Australia's digital diplomacy in the age of the political selfie

By Kelsey Munro

Australia's foreign affairs department has copped lots of criticism for being a digital dinosaur: slow to engage with social media, overly cautious about letting ambassadors blog or tweet, dead boring when it did finally get on Twitter and Facebook. It turns out there's fairly limited demand for tweets of press releases and rigid photos of embassy meeting rooms.

But things are changing, according to British public diplomacy expert Jonathan McClory​, whose research in conjunction with Facebook's data team puts Australia in fifth spot internationally in terms of its digital capacity.

Foreign Affairs minister Julie Bishop and Prime Minister Malcolm Turnbull.

Foreign Affairs minister Julie Bishop and Prime Minister Malcolm Turnbull.Credit: Andrew Meares

"Australia is not up there with the British Foreign Office or the [US] State Department on digital diplomacy - with everyone there's room for improvement - but it's operating from a decent place," said Mr McClory, who is in Sydney to speak at the Lowy Institute on Monday on digital diplomacy and the art of the political selfie.

Our smartphone-loving, selfie-shooting, social-media savvy Prime Minister and Foreign Minister - the inventor of emoji-plomacy - haven't hurt, but DFAT is catching up too, he said.

The research was done as part of the Soft Power 30, an index released in July 2015 that ranked 30 countries in terms of soft power resources. Australia finished a respectable sixth overall.

"Malcolm Turnbull - I would say I'm a fan.

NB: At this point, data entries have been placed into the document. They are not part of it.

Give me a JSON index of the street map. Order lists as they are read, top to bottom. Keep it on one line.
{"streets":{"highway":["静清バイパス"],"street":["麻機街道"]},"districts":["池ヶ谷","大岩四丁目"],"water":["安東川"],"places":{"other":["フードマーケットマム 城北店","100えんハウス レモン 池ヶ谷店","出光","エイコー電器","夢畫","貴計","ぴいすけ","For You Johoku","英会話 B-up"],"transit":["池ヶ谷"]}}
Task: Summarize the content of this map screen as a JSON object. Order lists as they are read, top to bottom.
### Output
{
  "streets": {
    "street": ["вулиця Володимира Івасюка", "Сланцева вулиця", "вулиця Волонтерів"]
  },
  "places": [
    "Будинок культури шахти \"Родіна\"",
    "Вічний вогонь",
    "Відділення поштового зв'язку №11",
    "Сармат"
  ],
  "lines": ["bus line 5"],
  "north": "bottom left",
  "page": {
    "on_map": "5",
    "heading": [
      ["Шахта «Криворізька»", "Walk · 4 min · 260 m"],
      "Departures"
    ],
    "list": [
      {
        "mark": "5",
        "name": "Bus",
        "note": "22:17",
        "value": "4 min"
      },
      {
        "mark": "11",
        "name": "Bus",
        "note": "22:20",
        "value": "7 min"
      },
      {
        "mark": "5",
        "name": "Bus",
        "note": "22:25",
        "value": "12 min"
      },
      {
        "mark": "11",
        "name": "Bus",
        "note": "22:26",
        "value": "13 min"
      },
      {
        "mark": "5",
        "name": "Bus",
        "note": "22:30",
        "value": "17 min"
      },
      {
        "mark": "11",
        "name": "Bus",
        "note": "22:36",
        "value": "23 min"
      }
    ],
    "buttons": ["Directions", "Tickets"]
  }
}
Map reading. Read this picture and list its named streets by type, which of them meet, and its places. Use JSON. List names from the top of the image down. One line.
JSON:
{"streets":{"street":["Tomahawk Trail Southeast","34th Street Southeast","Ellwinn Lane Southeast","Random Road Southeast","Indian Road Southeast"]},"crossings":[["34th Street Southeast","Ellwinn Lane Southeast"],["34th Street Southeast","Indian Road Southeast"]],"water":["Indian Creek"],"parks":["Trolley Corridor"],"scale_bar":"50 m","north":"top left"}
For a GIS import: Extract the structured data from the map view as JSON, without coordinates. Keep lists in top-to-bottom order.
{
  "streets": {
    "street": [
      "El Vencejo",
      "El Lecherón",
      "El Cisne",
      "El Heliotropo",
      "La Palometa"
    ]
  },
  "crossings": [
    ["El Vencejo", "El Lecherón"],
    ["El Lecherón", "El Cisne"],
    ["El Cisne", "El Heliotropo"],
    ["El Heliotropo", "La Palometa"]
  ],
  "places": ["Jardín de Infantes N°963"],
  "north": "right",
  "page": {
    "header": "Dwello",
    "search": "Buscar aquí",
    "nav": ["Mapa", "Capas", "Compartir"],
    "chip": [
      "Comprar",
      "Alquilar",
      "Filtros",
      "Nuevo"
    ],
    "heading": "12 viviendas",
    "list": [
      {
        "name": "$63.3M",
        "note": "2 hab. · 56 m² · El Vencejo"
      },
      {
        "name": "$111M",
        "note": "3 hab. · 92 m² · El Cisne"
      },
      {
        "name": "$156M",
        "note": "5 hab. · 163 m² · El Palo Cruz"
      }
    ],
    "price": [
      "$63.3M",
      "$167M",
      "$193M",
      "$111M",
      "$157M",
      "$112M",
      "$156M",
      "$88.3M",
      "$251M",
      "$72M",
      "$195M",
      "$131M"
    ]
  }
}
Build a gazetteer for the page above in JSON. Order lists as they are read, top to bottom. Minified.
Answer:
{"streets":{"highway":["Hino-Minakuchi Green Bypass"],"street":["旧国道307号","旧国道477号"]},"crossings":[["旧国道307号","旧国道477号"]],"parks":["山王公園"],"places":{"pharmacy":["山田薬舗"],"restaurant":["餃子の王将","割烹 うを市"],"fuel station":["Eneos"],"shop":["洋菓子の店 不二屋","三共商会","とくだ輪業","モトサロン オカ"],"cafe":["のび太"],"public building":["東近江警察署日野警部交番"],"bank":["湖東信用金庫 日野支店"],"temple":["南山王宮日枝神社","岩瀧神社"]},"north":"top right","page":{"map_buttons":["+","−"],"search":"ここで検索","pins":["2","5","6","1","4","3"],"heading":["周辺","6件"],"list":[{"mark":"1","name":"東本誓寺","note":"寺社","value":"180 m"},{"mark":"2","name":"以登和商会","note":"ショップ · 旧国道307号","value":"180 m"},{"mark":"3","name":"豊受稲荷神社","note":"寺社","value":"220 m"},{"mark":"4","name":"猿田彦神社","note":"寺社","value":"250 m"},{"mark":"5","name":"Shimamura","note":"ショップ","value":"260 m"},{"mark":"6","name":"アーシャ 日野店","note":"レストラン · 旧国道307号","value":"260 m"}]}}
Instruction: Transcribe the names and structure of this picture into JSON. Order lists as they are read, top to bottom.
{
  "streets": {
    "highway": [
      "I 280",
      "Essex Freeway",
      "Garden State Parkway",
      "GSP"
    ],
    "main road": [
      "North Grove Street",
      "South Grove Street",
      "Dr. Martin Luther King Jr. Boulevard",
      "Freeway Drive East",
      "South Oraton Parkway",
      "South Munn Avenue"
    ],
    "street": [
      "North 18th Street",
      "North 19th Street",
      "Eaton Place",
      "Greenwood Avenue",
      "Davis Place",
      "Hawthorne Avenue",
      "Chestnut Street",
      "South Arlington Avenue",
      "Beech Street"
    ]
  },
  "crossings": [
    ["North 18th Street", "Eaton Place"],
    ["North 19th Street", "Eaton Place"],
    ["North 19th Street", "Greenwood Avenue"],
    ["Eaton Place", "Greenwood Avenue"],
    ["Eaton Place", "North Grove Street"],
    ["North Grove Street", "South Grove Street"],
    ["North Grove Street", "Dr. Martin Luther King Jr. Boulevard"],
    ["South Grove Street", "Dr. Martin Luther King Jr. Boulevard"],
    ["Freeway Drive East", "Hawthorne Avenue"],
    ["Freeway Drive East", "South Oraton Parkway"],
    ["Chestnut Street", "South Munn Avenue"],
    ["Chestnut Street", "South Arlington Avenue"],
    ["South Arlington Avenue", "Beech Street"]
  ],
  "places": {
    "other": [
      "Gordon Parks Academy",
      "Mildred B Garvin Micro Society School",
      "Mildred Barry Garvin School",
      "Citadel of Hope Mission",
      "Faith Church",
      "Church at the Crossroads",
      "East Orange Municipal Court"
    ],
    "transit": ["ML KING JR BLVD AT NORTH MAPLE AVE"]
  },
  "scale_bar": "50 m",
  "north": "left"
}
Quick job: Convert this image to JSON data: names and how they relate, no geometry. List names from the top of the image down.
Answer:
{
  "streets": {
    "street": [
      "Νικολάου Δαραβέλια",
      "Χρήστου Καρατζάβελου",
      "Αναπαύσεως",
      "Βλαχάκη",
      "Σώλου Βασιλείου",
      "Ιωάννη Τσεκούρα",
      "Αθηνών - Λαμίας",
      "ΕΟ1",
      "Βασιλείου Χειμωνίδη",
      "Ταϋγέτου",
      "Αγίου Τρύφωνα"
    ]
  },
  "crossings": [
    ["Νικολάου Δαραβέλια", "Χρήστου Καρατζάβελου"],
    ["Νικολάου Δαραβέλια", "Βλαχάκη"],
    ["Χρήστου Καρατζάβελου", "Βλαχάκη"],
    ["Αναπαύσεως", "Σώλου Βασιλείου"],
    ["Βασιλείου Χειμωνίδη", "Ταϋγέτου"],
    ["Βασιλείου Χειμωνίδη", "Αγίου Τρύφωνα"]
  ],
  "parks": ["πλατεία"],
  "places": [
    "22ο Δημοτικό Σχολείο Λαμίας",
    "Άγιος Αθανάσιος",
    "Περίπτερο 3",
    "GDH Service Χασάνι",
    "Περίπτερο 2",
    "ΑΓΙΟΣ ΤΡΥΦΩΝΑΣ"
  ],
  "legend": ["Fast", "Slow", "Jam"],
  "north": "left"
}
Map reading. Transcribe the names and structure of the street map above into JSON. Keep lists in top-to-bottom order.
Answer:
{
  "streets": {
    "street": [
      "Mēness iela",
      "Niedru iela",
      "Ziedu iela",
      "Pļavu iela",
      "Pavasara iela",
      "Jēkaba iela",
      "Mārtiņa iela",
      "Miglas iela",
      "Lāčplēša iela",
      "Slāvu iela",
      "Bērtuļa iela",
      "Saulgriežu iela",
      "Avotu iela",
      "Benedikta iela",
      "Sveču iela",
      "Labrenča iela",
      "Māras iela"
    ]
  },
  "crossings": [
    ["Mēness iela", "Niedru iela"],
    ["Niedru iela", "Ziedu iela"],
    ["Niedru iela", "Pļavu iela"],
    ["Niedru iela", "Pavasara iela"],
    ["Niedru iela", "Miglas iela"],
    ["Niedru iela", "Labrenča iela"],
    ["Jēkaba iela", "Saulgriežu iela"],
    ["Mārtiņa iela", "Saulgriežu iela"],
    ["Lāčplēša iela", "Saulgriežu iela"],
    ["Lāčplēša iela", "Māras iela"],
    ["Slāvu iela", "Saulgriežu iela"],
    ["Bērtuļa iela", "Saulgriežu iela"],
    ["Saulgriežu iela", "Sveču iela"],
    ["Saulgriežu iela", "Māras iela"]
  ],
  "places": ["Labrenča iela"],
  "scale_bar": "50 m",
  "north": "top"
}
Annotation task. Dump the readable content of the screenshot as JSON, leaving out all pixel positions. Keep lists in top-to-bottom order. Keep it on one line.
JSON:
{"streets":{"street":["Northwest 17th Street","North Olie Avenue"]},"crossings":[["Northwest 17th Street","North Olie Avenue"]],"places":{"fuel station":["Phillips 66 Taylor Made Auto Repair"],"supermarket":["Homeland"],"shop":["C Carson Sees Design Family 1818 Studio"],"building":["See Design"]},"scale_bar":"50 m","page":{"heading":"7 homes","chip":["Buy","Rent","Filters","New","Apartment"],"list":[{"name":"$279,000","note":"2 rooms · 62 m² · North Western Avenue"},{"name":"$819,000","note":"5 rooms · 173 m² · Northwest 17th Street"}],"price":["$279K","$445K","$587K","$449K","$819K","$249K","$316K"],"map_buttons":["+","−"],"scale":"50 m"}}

He's a guy who's proven he gets it on all things digital," McClory said.

Turnbull is a great proponent of the political selfie. But McClory says India's Prime Minister Narendra Modi​ is the king of the artform.

"One of the things that the Facebook data team found was the Modi effect - if Prime Minister Modi goes and visits a world leader then that world leader will get a boost in the number of likes and people following their Facebook page. He's really good," McClory said.

But beyond the self-promoting social media antics of political leaders, digital diplomacy is important because it gives governments the opportunity to reach people they would struggle to reach otherwise, McClory said, whether to attract foreign students, tourists, or to rally people around a cause. "Australia falls down in that they have a smaller diplomatic network compared to the US or UK, Germany or France, they have to work harder to reach those people."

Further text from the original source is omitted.